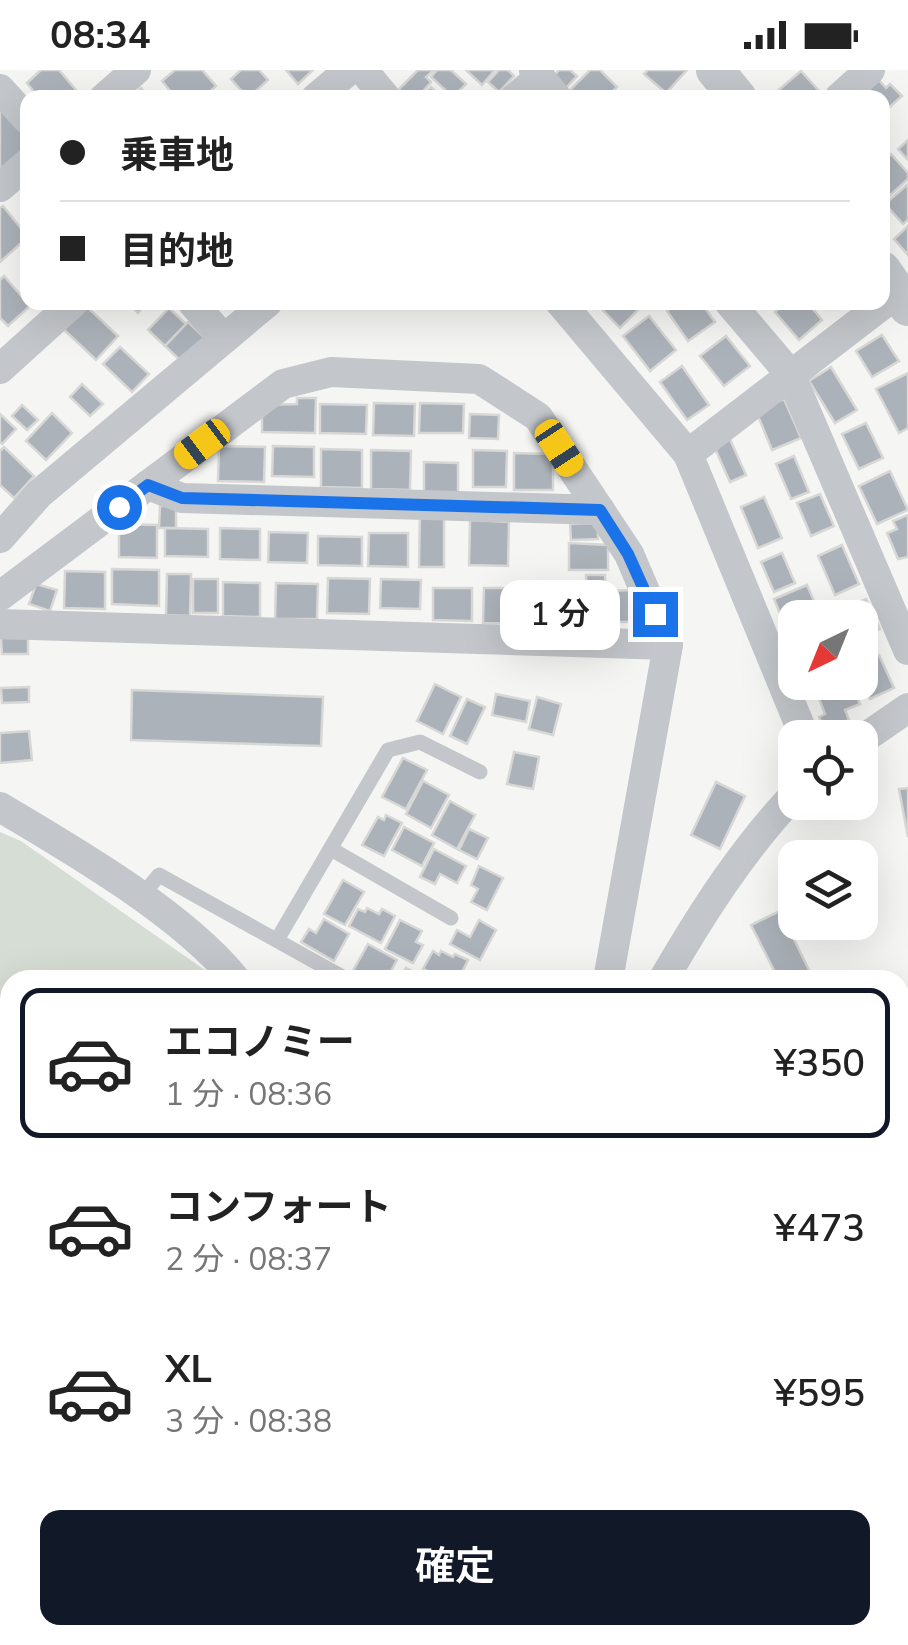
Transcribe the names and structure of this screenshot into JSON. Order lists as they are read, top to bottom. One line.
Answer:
{"north":"bottom left","page":{"status":"08:34","banner":["乗車地","目的地"],"bubble":"1 分","list":[{"name":"エコノミー","note":"1 分 · 08:36","value":"¥350"},{"name":"コンフォート","note":"2 分 · 08:37","value":"¥473"},{"name":"XL","note":"3 分 · 08:38","value":"¥595"}],"buttons":"確定"}}
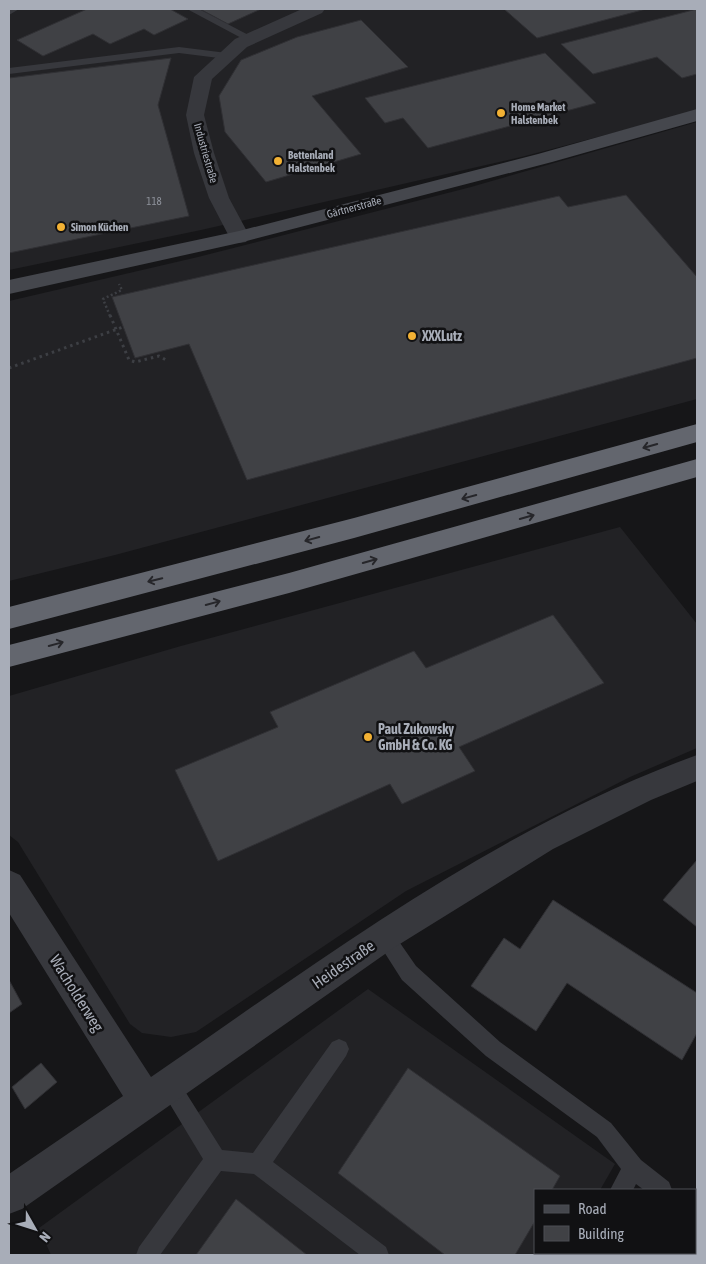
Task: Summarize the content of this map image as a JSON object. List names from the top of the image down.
{
  "streets": {
    "street": [
      "Industriestraße",
      "Gärtnerstraße",
      "Heidestraße",
      "Wacholderweg"
    ]
  },
  "crossings": [
    ["Industriestraße", "Gärtnerstraße"],
    ["Heidestraße", "Wacholderweg"]
  ],
  "places": [
    "Home Market Halstenbek",
    "Bettenland Halstenbek",
    "Simon Küchen",
    "XXXLutz",
    "Paul Zukowsky GmbH & Co. KG"
  ],
  "house_numbers": ["118"],
  "legend": ["Road", "Building"],
  "north": "bottom right"
}
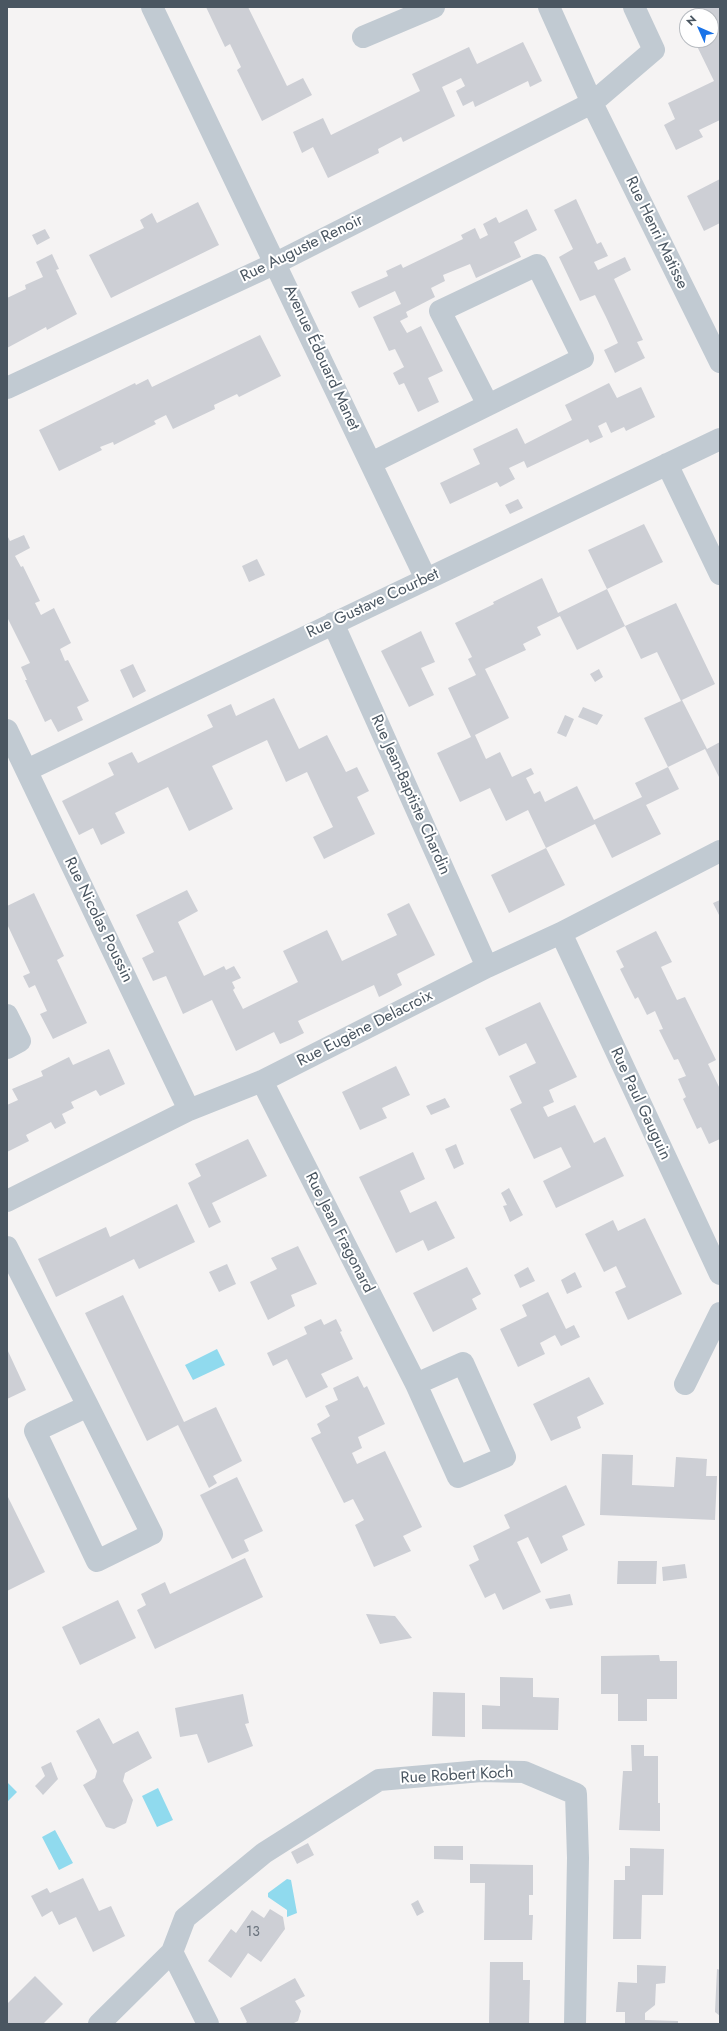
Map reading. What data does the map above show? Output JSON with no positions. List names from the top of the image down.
{
  "streets": {
    "street": [
      "Rue Henri Matisse",
      "Rue Auguste Renoir",
      "Avenue Édouard Manet",
      "Rue Gustave Courbet",
      "Rue Jean-Baptiste Chardin",
      "Rue Nicolas Poussin",
      "Rue Eugène Delacroix",
      "Rue Paul Gauguin",
      "Rue Jean Fragonard",
      "Rue Robert Koch"
    ]
  },
  "crossings": [
    ["Rue Henri Matisse", "Rue Auguste Renoir"],
    ["Rue Auguste Renoir", "Avenue Édouard Manet"],
    ["Avenue Édouard Manet", "Rue Gustave Courbet"],
    ["Rue Gustave Courbet", "Rue Jean-Baptiste Chardin"],
    ["Rue Gustave Courbet", "Rue Nicolas Poussin"],
    ["Rue Jean-Baptiste Chardin", "Rue Eugène Delacroix"],
    ["Rue Nicolas Poussin", "Rue Eugène Delacroix"],
    ["Rue Eugène Delacroix", "Rue Paul Gauguin"],
    ["Rue Eugène Delacroix", "Rue Jean Fragonard"]
  ],
  "house_numbers": ["13"],
  "north": "top left"
}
+++
* **Brief**
Set down the data above verbatim, omitting every image.

* **Your response**
Transcribe the names and structure of this screenshot into JSON. Order lists as they are read, top to bottom. One line.
Answer:
{"north":"bottom left","page":{"status":"08:34","banner":["乗車地","目的地"],"bubble":"1 分","list":[{"name":"エコノミー","note":"1 分 · 08:36","value":"¥350"},{"name":"コンフォート","note":"2 分 · 08:37","value":"¥473"},{"name":"XL","note":"3 分 · 08:38","value":"¥595"}],"buttons":"確定"}}
Task: Summarize the content of this map image as a JSON object. List names from the top of the image down.
{
  "streets": {
    "street": [
      "Industriestraße",
      "Gärtnerstraße",
      "Heidestraße",
      "Wacholderweg"
    ]
  },
  "crossings": [
    ["Industriestraße", "Gärtnerstraße"],
    ["Heidestraße", "Wacholderweg"]
  ],
  "places": [
    "Home Market Halstenbek",
    "Bettenland Halstenbek",
    "Simon Küchen",
    "XXXLutz",
    "Paul Zukowsky GmbH & Co. KG"
  ],
  "house_numbers": ["118"],
  "legend": ["Road", "Building"],
  "north": "bottom right"
}
Map reading. What data does the map above show? Output JSON with no positions. List names from the top of the image down.
{
  "streets": {
    "street": [
      "Rue Henri Matisse",
      "Rue Auguste Renoir",
      "Avenue Édouard Manet",
      "Rue Gustave Courbet",
      "Rue Jean-Baptiste Chardin",
      "Rue Nicolas Poussin",
      "Rue Eugène Delacroix",
      "Rue Paul Gauguin",
      "Rue Jean Fragonard",
      "Rue Robert Koch"
    ]
  },
  "crossings": [
    ["Rue Henri Matisse", "Rue Auguste Renoir"],
    ["Rue Auguste Renoir", "Avenue Édouard Manet"],
    ["Avenue Édouard Manet", "Rue Gustave Courbet"],
    ["Rue Gustave Courbet", "Rue Jean-Baptiste Chardin"],
    ["Rue Gustave Courbet", "Rue Nicolas Poussin"],
    ["Rue Jean-Baptiste Chardin", "Rue Eugène Delacroix"],
    ["Rue Nicolas Poussin", "Rue Eugène Delacroix"],
    ["Rue Eugène Delacroix", "Rue Paul Gauguin"],
    ["Rue Eugène Delacroix", "Rue Jean Fragonard"]
  ],
  "house_numbers": ["13"],
  "north": "top left"
}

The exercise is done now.